Stored data entries
□ □ □ □ □
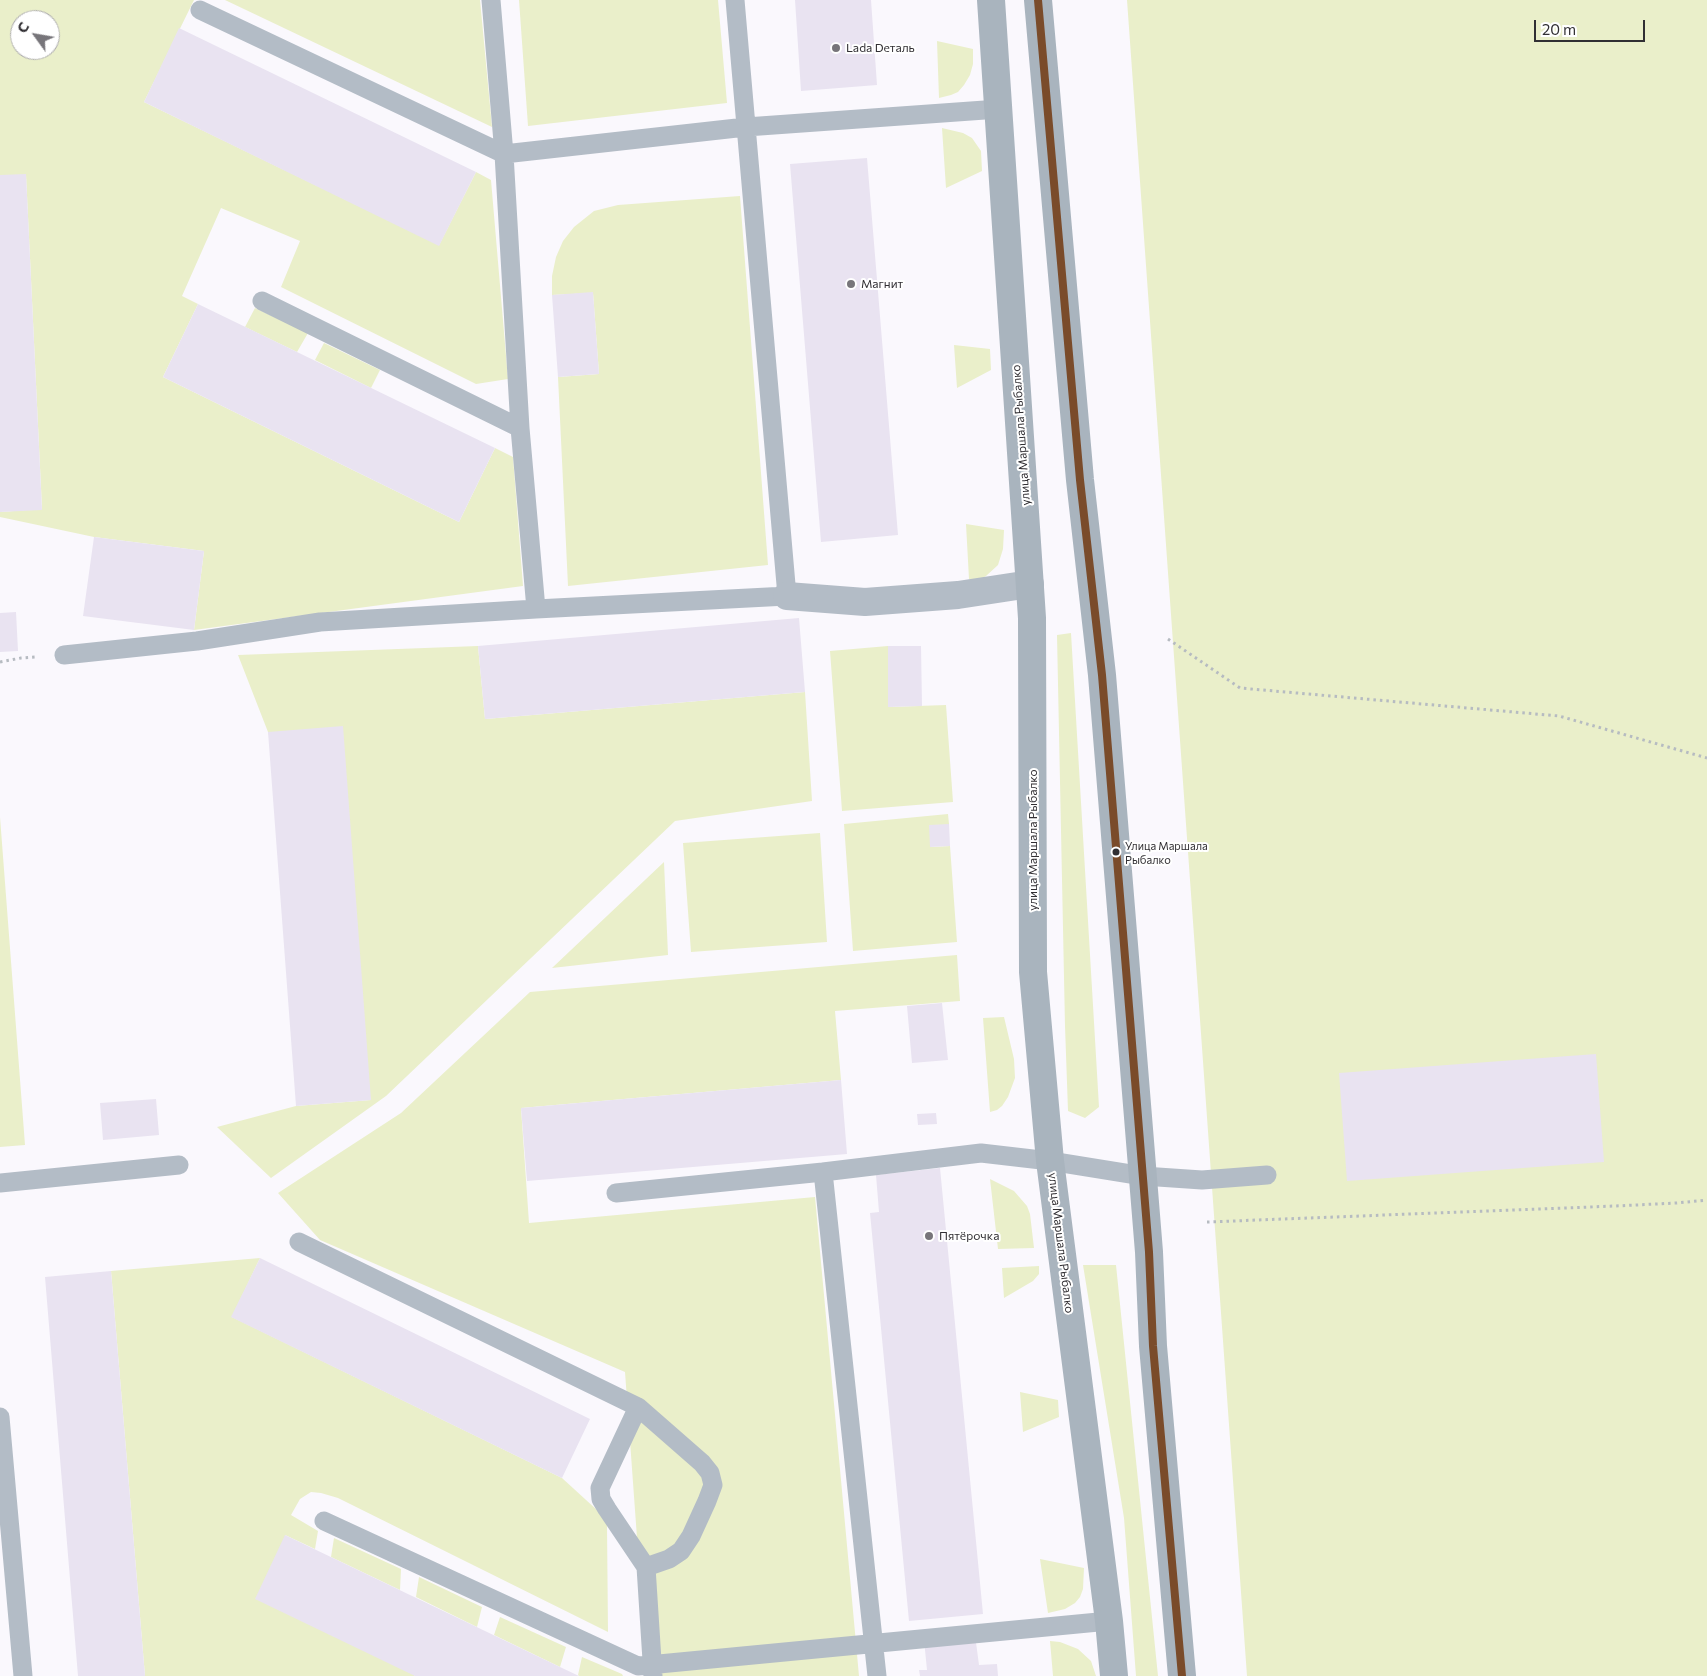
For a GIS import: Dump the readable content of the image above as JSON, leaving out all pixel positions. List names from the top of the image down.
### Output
{
  "streets": {
    "main road": ["улица Маршала Рыбалко"]
  },
  "places": [
    "Lada Dеталь",
    "Магнит",
    "Улица Маршала Рыбалко",
    "Пятёрочка"
  ],
  "scale_bar": "20 m",
  "north": "top left"
}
□ □ □ □ □
**Problem to solve**
Exactly as written, please copy out the whole set of records, skipping images.

**Result of this task**
For a GIS import: Dump the readable content of the image above as JSON, leaving out all pixel positions. List names from the top of the image down.
### Output
{
  "streets": {
    "main road": ["улица Маршала Рыбалко"]
  },
  "places": [
    "Lada Dеталь",
    "Магнит",
    "Улица Маршала Рыбалко",
    "Пятёрочка"
  ],
  "scale_bar": "20 m",
  "north": "top left"
}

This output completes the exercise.